Wednesday, October 31, 2012

Rum Review: Mt. Gay Eclipse Dark

Mount Gay is the oldest extant rum distillery in the world - documentation goes back to 1703, though it is likely that distillation on the site started even earlier. The distillery uses both copper pot stills and modern column stills. All of their rums are aged in ex-bourbon barrels, without any extra finishes. The distillery puts out a range of expressions from Eclipse Silver all the way up to the very old 1703 expression, but in this series of reviews I'll be looking at the core of their range.


Mt. Gay Eclipse

Nose: fruity - berries, banana, pineapple, thin molasses, a hint of vanilla and raw alcohol. After dilution, the sweetness shifts towards honey and the fruits retreat.
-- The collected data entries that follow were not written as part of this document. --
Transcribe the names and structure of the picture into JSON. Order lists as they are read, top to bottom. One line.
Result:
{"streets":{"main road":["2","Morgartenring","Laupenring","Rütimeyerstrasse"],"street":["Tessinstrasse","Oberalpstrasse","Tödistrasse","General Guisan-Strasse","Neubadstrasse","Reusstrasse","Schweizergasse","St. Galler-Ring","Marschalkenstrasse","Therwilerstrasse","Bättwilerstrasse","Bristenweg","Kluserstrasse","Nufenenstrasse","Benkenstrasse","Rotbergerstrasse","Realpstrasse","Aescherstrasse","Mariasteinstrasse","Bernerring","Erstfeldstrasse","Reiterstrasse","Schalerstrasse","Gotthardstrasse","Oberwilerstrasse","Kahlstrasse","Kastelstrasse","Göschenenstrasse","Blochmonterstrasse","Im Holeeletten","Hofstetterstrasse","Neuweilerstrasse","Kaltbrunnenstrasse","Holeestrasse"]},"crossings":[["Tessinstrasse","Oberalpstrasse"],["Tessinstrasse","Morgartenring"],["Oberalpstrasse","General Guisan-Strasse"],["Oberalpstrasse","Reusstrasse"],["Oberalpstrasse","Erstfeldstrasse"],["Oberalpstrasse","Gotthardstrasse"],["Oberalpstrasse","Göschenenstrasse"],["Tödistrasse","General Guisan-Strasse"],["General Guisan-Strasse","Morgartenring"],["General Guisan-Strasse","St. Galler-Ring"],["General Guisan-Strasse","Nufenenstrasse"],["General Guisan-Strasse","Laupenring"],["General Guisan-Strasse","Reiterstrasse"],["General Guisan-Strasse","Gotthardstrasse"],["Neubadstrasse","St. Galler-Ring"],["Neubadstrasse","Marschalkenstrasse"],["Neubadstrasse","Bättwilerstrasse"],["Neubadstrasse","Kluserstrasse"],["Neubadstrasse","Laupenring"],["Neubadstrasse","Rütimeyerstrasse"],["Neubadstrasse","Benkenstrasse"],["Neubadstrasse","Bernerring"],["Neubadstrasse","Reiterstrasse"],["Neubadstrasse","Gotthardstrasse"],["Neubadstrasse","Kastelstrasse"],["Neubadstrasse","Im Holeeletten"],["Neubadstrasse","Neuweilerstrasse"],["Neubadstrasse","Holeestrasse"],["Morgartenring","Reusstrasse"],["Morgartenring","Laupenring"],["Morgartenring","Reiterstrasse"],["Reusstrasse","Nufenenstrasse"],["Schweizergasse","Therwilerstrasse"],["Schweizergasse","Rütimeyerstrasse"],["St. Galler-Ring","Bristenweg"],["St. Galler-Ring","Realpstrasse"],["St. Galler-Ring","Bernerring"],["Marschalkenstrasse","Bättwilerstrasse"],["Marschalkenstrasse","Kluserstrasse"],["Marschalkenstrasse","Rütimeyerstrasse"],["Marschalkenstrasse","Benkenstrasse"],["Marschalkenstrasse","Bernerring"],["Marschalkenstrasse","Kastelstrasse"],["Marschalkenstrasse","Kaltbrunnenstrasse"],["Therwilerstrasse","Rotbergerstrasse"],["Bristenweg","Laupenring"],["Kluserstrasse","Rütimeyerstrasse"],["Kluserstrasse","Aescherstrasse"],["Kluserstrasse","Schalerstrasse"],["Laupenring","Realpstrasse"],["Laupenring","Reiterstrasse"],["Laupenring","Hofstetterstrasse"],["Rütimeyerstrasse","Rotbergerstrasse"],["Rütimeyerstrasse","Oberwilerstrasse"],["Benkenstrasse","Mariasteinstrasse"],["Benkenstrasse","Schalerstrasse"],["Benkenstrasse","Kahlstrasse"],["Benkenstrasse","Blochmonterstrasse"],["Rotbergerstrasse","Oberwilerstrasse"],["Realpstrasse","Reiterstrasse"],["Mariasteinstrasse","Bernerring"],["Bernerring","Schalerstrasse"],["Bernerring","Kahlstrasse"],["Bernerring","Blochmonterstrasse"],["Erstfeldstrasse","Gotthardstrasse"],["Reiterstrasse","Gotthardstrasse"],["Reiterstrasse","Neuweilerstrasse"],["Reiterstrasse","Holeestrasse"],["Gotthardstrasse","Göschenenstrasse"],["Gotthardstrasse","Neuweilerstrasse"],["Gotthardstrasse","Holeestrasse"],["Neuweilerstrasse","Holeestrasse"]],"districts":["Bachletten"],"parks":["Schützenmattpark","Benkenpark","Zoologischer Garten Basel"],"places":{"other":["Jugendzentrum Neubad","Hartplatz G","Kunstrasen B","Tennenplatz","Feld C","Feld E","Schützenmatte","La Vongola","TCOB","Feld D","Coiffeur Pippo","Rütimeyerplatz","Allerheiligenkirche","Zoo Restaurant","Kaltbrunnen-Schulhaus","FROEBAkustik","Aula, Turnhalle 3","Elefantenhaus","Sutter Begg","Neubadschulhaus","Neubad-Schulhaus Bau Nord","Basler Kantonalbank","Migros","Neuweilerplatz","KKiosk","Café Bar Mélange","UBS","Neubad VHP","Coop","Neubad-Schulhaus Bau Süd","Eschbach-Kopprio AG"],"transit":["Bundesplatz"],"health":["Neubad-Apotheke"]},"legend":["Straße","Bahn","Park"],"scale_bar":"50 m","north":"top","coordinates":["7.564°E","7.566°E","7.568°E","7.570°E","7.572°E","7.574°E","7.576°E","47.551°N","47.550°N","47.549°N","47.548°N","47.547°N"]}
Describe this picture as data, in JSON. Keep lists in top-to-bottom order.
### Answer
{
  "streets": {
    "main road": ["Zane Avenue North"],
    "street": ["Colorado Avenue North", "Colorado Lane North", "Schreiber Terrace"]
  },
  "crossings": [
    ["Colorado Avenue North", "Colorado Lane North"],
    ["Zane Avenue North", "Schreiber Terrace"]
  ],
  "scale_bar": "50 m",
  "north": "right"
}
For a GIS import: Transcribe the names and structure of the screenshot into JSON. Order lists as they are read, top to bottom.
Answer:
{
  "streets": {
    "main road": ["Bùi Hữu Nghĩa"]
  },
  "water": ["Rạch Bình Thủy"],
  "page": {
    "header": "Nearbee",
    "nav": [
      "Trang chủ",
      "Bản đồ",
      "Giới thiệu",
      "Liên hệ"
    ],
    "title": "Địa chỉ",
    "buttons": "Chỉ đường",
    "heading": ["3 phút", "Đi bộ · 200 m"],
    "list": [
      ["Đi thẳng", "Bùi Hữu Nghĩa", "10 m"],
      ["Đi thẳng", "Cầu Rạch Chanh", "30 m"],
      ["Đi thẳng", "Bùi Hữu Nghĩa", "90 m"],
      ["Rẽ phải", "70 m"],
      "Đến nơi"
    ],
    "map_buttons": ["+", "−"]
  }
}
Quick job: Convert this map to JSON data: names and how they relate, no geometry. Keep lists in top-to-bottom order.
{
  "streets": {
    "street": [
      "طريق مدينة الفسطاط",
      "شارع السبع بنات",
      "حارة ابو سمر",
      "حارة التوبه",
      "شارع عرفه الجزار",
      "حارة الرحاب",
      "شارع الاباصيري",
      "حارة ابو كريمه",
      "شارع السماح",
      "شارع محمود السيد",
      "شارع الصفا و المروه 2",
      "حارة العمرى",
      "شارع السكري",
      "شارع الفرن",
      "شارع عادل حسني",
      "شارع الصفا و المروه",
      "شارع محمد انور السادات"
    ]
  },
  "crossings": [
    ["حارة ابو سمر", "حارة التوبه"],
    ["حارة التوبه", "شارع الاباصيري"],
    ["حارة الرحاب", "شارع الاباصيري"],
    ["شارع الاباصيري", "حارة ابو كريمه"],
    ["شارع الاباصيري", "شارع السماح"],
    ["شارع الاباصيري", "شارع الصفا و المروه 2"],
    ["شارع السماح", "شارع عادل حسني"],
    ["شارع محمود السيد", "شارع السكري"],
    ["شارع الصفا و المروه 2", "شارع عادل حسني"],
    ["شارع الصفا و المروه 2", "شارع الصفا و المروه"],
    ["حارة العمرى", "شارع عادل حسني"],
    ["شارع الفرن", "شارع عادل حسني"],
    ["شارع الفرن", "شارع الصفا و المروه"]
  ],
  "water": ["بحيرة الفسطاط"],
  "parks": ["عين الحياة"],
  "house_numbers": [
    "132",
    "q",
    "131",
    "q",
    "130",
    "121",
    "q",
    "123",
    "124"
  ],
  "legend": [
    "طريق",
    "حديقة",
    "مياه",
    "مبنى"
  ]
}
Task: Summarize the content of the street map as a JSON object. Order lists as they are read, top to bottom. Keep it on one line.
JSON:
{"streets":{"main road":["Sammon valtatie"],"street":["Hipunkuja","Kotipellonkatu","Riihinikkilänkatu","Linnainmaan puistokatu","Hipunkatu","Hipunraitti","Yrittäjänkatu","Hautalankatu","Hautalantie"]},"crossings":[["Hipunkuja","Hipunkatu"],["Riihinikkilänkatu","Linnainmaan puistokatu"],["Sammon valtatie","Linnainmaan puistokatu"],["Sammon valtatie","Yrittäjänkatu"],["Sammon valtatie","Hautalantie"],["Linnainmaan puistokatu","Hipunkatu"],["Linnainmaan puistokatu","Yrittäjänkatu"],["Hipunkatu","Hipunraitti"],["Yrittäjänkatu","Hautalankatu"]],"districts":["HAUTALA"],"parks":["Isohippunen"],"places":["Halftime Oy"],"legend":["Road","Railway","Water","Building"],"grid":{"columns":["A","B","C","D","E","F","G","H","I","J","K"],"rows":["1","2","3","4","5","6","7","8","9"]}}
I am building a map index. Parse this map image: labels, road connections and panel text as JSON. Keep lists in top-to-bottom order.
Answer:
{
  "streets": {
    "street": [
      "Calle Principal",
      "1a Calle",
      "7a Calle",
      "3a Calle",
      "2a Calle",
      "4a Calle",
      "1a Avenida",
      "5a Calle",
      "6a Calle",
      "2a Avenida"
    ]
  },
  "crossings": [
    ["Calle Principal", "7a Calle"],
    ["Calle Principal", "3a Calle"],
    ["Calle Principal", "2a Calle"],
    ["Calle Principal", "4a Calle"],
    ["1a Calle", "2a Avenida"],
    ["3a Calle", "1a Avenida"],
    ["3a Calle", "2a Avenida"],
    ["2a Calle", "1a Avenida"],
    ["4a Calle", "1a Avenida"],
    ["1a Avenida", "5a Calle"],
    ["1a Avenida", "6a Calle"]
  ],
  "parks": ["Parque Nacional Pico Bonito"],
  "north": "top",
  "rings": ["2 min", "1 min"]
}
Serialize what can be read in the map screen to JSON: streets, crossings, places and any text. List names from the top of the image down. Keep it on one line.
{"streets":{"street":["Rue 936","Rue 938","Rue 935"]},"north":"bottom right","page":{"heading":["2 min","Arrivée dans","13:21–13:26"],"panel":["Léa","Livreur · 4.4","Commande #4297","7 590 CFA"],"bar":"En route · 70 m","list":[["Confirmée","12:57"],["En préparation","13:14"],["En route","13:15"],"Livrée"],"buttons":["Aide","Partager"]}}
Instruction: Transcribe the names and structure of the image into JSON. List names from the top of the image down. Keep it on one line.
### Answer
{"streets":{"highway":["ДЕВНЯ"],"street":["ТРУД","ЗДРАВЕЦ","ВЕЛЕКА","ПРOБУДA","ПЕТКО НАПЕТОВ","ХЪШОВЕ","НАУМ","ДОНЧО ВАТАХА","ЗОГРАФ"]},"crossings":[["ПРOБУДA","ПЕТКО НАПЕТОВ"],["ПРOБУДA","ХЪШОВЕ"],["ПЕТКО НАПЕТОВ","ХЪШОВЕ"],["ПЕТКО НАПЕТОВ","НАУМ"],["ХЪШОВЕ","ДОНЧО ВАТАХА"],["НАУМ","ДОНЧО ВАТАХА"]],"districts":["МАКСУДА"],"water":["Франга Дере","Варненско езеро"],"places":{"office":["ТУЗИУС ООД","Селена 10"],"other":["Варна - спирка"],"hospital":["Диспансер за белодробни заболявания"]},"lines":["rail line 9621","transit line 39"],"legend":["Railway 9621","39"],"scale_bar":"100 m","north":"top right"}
Taste: molasses throughout, fruity esters, ripe berries, mango, pineapple, banana, pepper, mild bitter oak into the finish. After dilution it becomes less fruity, with some added vanilla and a creamier feel.

Finish: bitter oak, molasses, pineapple

Mt. Gay Eclipse was created in 1910 to commemorate a solar eclipse that occurred that year. The rum is aged for a minimum of two years and a maximum of five years before being blended and bottled. It doesn't have nearly the same body or heft as Mt. Gay's older rums, but it makes up for that with freshness and an abundance of fruit flavors. This makes it, in my mind, a very good answer to the question "what is one rum I should buy for my home bar?". It works especially well in tropical drinks, where its inherent fruity flavors should compliment the other ingredients. Speaking of which...

Sleepy Floyd
2 oz Mt. Gay Eclipse rum
0.75 oz dry vermouth
0.75 oz lime juice
0.35 oz passion fruit syrup
0.35 oz falernum

Combine all ingredients, shake with ice, strain into a chilled cocktail glass, then garnish with a large strip of orange peel.

The nose is dominated by the orange peel, but passion fruit, rum, and the vermouth's aromatics peek out as well. The sip begins with subdued sweetness and lots of fruit, segueing into falernum spices, which is the joined by the vermouth to give lightly bitter finish of ginger, rum, and vermouth.

This is my take on the Silky Johnson from Nights and Weekends in Greenpoint, Brooklyn. I did a lot of subbing, but I'm pretty pleased with the result. While I'm not sure how Dolin Dry compares to Cocchi Americano, I feel like it did a good job of tweaking the usual rum/fruit/sweet formula. I renamed it after one of the characters in the Portland hip-hop group LifesaveasGutterfly album, to keep the feel of the original.